• **The problem**: From the data below, return all lines holding the string "position".

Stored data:
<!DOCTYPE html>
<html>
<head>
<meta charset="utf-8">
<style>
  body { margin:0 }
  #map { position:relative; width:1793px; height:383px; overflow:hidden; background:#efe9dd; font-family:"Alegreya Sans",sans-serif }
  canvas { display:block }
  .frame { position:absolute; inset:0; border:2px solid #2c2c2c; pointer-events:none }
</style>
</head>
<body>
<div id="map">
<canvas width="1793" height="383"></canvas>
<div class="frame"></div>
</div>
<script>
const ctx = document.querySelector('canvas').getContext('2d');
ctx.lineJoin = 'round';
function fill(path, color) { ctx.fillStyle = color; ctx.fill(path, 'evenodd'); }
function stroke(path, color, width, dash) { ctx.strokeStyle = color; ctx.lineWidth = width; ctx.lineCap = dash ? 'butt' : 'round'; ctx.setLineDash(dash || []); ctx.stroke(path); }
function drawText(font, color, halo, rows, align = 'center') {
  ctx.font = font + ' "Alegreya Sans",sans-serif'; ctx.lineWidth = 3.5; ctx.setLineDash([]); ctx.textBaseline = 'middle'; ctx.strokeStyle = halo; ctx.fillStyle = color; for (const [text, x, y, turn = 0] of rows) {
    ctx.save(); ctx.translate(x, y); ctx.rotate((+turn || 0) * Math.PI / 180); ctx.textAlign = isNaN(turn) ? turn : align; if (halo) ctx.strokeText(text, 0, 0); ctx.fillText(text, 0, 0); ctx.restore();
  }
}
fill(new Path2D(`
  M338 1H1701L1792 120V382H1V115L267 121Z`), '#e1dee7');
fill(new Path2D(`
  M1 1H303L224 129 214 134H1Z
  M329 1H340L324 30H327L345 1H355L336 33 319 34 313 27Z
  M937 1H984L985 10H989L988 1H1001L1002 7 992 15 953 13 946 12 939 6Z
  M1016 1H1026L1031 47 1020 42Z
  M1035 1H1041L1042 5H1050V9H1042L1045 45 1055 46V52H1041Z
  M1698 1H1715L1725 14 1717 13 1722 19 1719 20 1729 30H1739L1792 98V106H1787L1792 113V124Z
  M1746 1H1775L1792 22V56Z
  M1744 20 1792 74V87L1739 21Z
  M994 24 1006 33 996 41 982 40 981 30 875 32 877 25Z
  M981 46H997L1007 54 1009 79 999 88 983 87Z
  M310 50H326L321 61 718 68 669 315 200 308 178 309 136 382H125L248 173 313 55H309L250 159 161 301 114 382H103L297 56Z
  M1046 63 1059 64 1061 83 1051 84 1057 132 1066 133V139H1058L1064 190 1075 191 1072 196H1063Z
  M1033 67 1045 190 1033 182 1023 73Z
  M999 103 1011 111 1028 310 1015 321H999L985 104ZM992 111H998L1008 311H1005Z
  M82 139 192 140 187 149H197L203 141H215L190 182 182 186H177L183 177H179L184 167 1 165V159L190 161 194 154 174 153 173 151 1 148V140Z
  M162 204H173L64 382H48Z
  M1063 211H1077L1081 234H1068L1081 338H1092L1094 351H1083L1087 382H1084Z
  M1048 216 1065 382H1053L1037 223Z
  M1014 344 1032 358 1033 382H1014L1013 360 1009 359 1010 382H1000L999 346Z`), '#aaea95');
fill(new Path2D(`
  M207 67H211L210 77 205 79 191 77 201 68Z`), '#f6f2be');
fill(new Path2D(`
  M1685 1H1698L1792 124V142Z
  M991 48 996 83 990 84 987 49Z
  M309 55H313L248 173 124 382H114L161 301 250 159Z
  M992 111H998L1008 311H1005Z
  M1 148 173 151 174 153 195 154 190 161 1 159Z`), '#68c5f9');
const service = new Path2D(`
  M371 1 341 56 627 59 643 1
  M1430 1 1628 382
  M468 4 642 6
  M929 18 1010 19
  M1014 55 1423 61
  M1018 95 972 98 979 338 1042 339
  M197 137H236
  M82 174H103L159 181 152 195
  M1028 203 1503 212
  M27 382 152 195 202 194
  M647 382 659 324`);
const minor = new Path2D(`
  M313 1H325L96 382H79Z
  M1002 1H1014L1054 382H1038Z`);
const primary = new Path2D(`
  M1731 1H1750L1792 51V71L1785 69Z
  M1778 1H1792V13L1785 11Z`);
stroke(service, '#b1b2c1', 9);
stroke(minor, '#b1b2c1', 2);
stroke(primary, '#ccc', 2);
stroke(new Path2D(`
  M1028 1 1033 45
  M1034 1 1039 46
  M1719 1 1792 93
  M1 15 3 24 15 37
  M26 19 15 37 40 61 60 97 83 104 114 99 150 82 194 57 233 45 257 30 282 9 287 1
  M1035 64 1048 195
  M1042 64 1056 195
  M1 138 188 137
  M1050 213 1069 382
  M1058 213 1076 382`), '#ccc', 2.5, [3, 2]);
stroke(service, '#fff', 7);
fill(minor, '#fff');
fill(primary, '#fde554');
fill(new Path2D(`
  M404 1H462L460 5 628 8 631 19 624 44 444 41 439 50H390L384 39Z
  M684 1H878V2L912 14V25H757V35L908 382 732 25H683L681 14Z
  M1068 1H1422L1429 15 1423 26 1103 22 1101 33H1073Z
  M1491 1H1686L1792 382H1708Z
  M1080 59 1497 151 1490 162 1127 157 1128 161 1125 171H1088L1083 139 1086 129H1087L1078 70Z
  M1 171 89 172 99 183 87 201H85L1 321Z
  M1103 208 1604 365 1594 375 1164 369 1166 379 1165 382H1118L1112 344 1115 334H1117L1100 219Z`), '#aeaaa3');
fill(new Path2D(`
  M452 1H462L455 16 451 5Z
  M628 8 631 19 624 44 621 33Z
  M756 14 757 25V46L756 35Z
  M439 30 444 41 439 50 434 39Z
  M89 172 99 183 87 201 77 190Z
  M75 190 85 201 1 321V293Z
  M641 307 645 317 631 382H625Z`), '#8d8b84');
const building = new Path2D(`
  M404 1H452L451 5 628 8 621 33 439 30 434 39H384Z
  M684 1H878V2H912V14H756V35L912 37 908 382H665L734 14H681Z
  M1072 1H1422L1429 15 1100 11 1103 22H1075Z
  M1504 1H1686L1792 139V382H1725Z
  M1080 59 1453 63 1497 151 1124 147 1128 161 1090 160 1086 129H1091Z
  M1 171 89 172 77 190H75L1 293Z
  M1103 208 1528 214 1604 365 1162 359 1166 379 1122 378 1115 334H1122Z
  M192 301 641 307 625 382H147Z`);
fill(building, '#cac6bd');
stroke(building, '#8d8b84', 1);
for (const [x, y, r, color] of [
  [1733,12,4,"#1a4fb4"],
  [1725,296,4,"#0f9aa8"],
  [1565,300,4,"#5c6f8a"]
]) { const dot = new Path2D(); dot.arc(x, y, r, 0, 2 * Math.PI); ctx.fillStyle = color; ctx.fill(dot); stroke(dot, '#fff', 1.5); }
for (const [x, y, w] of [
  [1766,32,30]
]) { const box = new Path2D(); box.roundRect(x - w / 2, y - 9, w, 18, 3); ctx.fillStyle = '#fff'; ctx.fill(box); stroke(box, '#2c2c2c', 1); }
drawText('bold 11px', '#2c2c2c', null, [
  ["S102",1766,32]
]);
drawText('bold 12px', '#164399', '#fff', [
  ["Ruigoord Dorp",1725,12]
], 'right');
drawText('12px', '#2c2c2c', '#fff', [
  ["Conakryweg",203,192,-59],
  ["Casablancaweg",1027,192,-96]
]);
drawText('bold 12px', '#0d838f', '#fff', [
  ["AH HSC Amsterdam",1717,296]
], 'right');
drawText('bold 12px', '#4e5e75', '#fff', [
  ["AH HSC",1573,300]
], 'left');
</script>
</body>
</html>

• **Result of the exercise**:
  #map { position:relative; width:1793px; height:383px; overflow:hidden; background:#efe9dd; font-family:"Alegreya Sans",sans-serif }
  .frame { position:absolute; inset:0; border:2px solid #2c2c2c; pointer-events:none }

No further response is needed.